Jack had laughed himself silly over Logan's woes at Itasca, but he'd cleared up a lot of questions Logan had as well, and the conversation had moved on to football. Logan hadn't heard how the Vikings made out in the last two games in the series, and he appreciated the lengthy update the others provided.

At first, he kept an anxious eye on Karena, but he saw Edith talking with her, saw Karena smiling, and he relaxed.

When he broke away and went to look for her, she was sitting on the stairs with Adelle Lindstrom, eating and chatting, and Logan suddenly realized how hungry he was.

He filled a plate with food, started over toward Karena and was interrupted by his host, who insisted on taking him downstairs and showing him a new wine-making kit he'd just bought.

When Logan came back upstairs and retrieved the plate of food, Karena and Adelle were no longer on the stairs.

He ate quickly, watching for Karena to come out of the bathroom at the end of the hall. When the door opened after a lengthy delay, however, it wasn't her.

Vague anxiety gnawed at him, and a guilty feeling that he should have kept her near him. He knew these people, after all, and she didn't. He set his plate down and went to find her.
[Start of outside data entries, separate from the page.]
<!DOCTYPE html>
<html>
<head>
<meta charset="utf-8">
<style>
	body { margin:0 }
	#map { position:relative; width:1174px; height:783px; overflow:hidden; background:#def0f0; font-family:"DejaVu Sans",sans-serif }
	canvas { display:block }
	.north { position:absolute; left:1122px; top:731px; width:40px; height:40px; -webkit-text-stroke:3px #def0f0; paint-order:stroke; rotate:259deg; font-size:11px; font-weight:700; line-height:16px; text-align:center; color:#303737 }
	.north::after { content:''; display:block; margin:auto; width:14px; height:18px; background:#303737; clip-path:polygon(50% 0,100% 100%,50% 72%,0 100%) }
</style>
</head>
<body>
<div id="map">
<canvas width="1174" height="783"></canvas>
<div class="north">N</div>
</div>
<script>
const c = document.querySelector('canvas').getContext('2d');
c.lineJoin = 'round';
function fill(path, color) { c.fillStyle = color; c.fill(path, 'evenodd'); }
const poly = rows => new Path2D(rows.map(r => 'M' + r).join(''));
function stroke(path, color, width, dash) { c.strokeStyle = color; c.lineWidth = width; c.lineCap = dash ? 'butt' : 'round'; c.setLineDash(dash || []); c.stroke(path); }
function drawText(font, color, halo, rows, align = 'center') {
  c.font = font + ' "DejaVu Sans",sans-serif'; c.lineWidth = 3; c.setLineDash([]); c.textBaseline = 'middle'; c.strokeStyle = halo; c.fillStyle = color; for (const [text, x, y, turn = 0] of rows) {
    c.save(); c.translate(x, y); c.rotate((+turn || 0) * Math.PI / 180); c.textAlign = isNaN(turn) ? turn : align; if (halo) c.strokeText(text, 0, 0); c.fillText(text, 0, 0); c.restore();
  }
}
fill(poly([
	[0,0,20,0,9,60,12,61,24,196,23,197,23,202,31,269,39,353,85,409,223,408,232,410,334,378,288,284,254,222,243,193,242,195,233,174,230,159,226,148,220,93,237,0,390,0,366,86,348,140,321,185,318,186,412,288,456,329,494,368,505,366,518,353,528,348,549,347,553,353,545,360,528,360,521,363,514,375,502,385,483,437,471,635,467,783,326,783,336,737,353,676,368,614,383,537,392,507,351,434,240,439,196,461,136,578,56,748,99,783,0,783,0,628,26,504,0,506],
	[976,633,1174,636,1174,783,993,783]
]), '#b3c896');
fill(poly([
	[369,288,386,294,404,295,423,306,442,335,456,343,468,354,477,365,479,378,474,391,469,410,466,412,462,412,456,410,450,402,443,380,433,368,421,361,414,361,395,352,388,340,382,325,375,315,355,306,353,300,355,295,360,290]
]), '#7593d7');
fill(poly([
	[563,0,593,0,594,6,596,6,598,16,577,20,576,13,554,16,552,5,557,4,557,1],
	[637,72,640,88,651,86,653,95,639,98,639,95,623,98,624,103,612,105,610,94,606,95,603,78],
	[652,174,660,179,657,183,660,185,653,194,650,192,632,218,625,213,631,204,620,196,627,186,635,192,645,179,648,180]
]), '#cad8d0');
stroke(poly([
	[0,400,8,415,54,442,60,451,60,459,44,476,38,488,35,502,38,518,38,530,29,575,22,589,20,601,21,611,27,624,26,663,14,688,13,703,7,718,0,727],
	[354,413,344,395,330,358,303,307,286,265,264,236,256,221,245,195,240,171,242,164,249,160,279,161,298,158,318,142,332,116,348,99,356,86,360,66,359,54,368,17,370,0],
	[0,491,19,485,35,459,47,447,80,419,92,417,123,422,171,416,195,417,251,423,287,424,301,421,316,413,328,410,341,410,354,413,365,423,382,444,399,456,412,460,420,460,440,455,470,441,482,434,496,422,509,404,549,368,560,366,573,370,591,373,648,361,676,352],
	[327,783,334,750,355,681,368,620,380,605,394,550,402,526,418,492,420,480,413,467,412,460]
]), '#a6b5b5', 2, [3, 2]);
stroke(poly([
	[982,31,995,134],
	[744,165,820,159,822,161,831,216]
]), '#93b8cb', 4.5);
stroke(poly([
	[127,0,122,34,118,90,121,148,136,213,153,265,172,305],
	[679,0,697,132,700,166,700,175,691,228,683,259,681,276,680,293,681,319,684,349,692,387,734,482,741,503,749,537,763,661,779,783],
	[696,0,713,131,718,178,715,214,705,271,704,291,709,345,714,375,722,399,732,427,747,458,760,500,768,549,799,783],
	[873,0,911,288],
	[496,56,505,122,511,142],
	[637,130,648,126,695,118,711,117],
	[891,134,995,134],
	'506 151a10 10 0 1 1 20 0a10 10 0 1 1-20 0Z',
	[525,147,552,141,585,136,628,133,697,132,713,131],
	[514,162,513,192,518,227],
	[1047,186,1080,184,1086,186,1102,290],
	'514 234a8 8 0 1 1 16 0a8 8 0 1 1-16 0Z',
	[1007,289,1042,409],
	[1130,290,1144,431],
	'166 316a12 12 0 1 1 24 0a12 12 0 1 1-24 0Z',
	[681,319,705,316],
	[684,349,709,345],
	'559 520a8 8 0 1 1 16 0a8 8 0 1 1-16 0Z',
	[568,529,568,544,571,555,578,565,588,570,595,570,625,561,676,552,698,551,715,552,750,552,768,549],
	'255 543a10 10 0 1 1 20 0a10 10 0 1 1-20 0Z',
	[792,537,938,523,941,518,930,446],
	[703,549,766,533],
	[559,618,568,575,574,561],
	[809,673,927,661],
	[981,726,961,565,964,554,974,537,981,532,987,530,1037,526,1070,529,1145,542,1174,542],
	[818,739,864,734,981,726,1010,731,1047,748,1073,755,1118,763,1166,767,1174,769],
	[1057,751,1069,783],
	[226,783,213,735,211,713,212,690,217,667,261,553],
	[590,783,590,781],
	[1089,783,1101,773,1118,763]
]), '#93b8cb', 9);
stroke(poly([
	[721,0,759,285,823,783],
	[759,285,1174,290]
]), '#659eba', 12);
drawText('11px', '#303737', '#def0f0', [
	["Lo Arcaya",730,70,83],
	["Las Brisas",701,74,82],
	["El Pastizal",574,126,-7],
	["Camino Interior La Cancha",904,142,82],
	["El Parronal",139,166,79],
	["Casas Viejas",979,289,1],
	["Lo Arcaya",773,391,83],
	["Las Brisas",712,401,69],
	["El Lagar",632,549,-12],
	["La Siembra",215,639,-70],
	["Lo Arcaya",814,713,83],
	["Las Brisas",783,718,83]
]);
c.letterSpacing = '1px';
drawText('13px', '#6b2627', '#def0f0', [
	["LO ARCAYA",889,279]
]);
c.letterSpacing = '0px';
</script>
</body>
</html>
A quick survey showed she was nowhere in the house, and a second, more thorough search confirmed it. Now he felt something akin to panic. Where would she go?

He made a quick excuse to John, and bolted for his car. She wasn't there, either. He started to feel desperate as he turned the key impatiently in the ignition and drove slowly up and down the streets, watching for her, willing her to be there, just ahead of him. But she wasn't either on the streets or, when he screeched into the lot, at his apartment. Too late, he realized she didn't even have a key, and he cursed his own stupidity as he raced for the elevator and the only other place he could think of where she might have gone.
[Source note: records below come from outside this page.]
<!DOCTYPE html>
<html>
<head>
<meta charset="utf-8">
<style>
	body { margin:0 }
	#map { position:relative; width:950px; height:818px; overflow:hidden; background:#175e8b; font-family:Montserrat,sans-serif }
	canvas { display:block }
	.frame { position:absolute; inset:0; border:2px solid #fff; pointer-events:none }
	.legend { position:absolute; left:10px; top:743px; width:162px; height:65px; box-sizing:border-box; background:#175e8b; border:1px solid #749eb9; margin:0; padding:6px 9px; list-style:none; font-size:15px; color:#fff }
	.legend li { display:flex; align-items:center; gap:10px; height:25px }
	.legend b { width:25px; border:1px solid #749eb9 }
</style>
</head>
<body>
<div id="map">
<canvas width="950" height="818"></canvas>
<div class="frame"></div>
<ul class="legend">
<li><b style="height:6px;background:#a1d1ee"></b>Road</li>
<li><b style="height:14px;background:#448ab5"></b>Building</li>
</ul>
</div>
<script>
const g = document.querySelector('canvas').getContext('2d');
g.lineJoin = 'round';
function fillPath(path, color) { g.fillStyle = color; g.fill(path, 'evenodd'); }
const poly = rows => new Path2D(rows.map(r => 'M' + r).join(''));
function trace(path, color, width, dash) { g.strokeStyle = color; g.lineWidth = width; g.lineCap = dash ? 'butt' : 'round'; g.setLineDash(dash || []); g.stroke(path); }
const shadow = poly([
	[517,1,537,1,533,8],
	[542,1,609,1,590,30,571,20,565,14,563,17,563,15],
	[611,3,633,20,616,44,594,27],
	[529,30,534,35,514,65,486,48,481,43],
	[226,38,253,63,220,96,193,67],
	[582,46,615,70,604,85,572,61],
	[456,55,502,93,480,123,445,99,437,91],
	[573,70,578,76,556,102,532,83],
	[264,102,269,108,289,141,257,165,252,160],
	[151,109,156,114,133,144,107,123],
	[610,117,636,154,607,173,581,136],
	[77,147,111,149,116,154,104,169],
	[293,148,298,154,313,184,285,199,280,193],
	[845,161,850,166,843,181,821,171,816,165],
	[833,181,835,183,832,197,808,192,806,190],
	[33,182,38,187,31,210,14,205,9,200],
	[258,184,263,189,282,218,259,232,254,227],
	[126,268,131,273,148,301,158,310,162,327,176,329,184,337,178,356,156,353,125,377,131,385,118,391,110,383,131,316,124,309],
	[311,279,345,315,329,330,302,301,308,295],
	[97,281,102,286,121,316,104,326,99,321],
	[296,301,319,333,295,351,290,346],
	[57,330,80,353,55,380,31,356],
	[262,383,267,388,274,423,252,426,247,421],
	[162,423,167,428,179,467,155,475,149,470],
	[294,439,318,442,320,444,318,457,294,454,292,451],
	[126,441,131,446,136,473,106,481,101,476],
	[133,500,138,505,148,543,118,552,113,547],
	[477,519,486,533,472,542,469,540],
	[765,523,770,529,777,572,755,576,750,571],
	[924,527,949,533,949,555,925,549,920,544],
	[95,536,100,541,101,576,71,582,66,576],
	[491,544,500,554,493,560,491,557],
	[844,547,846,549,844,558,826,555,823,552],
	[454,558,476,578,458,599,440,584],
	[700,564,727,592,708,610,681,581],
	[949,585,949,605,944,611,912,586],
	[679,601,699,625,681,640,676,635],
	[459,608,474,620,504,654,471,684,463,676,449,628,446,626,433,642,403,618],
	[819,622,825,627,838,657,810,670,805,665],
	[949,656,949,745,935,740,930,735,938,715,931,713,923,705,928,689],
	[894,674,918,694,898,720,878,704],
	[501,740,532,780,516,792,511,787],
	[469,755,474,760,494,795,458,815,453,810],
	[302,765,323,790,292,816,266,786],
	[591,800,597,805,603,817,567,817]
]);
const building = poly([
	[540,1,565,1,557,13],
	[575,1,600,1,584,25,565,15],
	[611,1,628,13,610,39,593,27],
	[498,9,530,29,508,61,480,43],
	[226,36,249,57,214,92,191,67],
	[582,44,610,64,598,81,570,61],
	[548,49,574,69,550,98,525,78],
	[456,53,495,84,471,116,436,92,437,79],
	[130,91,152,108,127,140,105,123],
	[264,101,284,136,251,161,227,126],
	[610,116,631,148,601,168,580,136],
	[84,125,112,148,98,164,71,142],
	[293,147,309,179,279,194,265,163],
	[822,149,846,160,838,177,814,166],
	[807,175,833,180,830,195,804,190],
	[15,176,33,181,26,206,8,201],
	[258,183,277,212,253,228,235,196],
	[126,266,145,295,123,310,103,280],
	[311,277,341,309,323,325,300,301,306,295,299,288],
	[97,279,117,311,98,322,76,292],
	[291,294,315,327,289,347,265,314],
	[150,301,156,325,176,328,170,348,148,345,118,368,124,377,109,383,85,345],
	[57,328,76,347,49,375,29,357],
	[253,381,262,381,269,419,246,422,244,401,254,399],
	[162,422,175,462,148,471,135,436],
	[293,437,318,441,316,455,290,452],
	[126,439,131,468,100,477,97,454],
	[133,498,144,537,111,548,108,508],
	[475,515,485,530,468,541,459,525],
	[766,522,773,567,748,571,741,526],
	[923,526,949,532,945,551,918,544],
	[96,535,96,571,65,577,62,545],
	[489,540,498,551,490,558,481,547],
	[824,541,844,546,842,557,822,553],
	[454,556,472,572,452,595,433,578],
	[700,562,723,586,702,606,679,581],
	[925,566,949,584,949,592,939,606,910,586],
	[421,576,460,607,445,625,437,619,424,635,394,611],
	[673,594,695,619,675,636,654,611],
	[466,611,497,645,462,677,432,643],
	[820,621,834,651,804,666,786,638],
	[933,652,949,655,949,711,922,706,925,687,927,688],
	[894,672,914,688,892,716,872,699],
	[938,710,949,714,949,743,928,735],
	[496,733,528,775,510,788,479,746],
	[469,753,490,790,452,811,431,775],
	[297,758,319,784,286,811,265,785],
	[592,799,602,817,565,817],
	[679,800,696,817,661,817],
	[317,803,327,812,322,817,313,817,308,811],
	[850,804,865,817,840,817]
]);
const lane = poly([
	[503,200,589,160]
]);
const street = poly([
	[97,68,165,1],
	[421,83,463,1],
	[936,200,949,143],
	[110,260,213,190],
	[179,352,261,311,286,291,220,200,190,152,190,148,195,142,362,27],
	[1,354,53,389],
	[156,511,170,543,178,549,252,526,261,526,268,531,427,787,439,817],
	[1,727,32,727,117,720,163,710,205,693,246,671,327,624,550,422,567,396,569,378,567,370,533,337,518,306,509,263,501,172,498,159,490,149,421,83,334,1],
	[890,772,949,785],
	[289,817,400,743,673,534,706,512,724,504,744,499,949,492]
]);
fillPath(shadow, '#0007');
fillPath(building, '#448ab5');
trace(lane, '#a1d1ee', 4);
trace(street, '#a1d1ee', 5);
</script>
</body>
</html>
The problem was, St. Paul had more than ninety parks.

Chapter Ten

 

 

In the park that was closest to his apartment he found her kneeling in the grass and trying to coax a squirrel to come and get the acorn she held. She was shivering a little in her thin dress, and he stripped off his corduroy jacket.

Relieved, and guiltily furious with himself for leaving her alone at the brunch, he sounded much harsher than he intended when he strode up to her and lifted her to her feet, clumsily shoving her arms into the too-long sleeves of his jacket.
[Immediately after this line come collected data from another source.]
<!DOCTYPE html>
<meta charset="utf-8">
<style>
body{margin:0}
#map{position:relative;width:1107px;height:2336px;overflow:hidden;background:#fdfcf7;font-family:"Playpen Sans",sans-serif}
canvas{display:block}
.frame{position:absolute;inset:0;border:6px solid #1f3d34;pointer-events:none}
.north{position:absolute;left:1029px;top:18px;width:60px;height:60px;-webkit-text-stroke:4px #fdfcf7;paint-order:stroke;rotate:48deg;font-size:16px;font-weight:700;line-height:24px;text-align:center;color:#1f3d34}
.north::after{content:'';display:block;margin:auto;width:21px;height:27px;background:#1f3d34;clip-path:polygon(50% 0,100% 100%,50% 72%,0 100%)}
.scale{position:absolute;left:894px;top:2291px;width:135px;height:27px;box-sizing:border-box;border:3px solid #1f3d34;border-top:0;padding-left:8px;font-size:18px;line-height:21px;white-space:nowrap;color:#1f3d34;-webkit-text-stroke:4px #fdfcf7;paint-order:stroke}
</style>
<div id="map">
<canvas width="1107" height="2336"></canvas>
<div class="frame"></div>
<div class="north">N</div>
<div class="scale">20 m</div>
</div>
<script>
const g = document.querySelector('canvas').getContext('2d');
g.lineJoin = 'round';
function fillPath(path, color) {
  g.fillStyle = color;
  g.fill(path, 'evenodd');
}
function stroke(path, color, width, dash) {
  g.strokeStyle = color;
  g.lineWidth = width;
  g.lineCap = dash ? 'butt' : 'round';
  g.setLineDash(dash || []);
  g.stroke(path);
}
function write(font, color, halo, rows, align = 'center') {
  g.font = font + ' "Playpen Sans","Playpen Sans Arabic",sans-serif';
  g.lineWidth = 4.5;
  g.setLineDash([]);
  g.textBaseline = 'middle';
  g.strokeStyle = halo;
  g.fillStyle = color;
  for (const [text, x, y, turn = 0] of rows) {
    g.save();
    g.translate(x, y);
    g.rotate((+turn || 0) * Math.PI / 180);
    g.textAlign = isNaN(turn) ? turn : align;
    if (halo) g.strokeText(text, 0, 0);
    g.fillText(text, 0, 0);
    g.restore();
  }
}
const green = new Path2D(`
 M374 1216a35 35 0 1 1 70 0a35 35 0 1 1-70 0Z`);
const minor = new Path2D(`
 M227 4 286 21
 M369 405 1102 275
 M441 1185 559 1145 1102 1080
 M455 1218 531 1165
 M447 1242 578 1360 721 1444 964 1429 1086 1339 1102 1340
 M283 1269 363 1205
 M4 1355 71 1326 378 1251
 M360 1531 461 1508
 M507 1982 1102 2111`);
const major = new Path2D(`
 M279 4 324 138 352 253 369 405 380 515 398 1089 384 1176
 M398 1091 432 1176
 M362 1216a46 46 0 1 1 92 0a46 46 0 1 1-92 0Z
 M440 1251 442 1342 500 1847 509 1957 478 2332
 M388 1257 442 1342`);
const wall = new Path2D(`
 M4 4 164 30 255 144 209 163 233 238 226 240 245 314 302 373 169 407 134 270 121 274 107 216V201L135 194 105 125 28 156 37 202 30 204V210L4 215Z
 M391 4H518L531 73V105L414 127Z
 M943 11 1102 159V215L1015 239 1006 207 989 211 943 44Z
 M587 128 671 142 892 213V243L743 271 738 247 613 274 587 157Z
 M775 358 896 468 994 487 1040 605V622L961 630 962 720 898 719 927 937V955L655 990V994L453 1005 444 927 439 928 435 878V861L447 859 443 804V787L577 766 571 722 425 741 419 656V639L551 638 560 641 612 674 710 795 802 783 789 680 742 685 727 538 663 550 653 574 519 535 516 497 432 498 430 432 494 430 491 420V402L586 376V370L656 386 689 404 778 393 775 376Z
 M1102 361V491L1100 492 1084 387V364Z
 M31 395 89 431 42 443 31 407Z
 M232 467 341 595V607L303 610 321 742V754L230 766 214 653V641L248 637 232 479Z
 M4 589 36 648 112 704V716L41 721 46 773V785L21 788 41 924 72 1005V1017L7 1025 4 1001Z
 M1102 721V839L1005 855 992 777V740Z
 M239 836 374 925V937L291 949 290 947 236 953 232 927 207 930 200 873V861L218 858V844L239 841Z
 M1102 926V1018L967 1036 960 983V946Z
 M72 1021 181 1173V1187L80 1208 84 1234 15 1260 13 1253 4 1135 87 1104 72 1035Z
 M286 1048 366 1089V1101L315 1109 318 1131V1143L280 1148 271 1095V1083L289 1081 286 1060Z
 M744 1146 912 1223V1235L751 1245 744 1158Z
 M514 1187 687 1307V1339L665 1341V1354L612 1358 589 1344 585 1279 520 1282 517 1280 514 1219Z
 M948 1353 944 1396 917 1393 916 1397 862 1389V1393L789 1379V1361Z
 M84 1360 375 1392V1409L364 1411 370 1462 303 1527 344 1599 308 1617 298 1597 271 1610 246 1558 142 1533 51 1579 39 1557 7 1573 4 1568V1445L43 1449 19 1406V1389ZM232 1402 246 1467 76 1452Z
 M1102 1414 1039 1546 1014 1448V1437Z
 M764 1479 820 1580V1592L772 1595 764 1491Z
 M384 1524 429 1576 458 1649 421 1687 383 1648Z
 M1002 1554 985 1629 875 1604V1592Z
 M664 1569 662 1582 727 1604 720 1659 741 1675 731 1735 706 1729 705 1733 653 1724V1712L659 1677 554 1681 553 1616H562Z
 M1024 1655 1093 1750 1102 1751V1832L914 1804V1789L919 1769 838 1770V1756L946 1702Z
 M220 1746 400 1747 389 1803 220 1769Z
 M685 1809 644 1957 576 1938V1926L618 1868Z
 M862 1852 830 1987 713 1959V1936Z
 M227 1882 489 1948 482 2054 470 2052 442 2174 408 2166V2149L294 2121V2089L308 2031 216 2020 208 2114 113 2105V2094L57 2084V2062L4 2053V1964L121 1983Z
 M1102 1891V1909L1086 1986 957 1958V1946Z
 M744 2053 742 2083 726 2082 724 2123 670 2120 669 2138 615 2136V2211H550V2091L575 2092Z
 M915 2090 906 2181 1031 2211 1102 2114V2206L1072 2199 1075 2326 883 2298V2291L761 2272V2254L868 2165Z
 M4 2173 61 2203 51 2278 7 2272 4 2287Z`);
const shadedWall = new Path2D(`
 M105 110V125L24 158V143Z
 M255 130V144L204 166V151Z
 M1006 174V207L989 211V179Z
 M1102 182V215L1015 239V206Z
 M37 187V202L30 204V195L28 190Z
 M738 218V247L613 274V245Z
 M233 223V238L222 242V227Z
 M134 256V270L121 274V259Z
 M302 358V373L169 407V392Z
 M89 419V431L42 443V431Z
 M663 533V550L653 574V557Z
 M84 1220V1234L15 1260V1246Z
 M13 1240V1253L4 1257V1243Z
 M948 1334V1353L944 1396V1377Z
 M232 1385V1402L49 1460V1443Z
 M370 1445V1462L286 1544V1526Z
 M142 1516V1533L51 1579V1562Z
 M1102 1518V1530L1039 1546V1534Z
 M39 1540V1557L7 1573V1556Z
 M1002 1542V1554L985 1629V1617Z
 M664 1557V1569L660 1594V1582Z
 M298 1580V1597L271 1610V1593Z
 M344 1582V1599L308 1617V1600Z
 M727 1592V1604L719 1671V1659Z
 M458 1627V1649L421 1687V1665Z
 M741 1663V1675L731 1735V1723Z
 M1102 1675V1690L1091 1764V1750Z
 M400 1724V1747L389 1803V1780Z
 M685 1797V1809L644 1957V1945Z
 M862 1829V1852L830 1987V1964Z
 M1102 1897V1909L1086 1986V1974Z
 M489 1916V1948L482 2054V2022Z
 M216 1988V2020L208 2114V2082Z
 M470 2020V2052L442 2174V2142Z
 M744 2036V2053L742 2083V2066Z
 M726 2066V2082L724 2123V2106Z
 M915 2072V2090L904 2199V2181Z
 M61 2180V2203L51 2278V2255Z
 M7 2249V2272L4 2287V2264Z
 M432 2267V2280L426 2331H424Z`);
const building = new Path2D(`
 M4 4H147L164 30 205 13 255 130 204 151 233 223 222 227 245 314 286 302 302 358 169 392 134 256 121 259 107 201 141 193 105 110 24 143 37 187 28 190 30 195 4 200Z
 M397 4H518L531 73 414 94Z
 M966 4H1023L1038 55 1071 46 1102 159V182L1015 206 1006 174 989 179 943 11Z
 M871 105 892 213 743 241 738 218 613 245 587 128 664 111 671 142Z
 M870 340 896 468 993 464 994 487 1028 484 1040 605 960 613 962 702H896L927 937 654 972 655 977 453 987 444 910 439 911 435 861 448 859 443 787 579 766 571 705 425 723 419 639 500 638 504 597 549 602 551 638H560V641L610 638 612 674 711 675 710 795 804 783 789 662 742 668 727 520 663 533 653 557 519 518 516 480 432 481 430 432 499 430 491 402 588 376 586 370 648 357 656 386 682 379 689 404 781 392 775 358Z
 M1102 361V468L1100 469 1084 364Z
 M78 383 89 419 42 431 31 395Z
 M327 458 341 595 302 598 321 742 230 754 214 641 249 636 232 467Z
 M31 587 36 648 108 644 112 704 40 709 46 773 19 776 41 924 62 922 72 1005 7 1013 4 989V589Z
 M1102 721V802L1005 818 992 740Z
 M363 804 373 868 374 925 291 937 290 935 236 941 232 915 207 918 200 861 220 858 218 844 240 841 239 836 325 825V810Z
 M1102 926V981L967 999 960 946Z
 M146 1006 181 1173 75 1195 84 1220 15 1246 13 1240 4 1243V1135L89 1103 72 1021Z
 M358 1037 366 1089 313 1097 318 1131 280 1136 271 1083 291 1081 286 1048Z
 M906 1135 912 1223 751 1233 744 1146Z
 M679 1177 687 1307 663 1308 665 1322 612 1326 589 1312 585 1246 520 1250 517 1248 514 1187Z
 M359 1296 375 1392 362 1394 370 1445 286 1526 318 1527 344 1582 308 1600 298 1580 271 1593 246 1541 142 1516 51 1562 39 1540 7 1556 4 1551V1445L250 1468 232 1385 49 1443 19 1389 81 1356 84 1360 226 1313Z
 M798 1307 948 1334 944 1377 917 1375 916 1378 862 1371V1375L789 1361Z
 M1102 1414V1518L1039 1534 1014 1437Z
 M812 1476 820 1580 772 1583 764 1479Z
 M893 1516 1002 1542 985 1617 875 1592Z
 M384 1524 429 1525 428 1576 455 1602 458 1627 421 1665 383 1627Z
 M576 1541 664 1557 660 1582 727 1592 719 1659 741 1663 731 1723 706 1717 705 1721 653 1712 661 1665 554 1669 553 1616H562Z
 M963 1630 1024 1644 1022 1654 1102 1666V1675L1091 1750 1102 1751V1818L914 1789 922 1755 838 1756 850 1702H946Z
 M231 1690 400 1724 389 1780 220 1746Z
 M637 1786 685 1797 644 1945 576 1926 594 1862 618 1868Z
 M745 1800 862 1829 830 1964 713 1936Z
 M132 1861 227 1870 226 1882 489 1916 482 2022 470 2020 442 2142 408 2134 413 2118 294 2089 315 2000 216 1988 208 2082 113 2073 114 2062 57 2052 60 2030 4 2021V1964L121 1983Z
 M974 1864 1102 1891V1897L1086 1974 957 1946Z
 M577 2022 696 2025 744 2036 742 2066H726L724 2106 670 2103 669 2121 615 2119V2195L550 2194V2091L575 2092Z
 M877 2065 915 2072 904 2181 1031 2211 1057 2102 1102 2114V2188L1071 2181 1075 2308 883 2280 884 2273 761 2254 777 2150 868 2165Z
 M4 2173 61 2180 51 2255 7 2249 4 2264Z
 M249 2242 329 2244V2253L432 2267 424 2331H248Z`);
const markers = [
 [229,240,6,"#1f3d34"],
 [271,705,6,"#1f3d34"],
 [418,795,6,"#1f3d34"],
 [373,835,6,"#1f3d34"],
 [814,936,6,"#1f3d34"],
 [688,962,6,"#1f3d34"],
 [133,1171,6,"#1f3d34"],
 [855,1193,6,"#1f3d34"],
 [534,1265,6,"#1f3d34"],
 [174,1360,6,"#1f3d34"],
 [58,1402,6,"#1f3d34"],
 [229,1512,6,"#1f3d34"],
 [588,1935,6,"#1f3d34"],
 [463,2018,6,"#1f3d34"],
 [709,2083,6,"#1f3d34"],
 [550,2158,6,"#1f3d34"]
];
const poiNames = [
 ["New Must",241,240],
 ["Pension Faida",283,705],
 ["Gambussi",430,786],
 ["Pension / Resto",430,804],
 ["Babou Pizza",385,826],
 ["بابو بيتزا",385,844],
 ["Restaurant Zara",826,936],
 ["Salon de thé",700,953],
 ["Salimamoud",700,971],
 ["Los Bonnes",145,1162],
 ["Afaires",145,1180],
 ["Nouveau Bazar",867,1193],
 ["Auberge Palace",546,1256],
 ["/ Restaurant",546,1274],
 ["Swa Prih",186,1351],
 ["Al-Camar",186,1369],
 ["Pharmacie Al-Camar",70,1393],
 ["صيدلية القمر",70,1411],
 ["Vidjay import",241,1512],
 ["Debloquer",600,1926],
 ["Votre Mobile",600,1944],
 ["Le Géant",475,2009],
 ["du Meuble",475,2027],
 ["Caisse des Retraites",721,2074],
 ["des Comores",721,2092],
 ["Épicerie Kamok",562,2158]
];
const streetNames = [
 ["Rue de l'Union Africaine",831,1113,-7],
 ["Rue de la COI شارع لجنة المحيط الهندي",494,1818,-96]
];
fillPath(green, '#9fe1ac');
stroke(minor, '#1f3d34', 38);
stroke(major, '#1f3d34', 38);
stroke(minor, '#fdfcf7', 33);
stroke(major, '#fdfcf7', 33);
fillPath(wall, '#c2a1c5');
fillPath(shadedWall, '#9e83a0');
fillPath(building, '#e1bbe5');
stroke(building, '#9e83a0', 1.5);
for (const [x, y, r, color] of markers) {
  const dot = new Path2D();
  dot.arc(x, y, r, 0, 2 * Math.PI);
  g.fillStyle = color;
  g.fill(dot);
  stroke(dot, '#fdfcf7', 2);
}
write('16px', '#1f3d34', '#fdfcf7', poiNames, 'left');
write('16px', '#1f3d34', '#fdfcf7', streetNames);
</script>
"For God's sake, Karena, what the hell do you think you're doing? What happened back there? Why did you just walk out on me like that without a word?"

She looked up at him, at his thick wavy hair falling across his forehead, at the way his eyebrows beetled together in a frown above the rim of his glasses. It was the first time she'd ever seen him really angry with her, and a hopeless feeling of sadness welled up inside of her.

She doubted there was any way to make him understand. Logan was so easy in his dealings with people, how could she explain rationally her particular brand of reclusive shyness? She struggled for an explanation that would make sense to him, all the while knowing it was futile. If he'd known her this long, and he still didn't understand, what could she say?

"I couldn't stay there anymore," was what she finally managed. "You were talking, and I—I sort of lost you."

No, she hadn't asked anyone to find him. There'd been someone in the kitchen, getting ice out of the fridge. She'd waited until they left, and then gone quietly out the kitchen door.

Logan's hands closed and tightened on her upper arms. "Karena, this is childish. Those people are my friends. Surely you could just have come over to me and said that you wanted to leave, or sent somebody to tell me. Just walking out that way, it's—"

It dawned on him suddenly that he was acting more concerned over his friends' feelings than he was about hers. What was the matter with him, anyway? His voice gentled, and there was puzzled concern in his tone.

"What is it, Karena, what really happened back there to make you feel this way? Did somebody insult you?"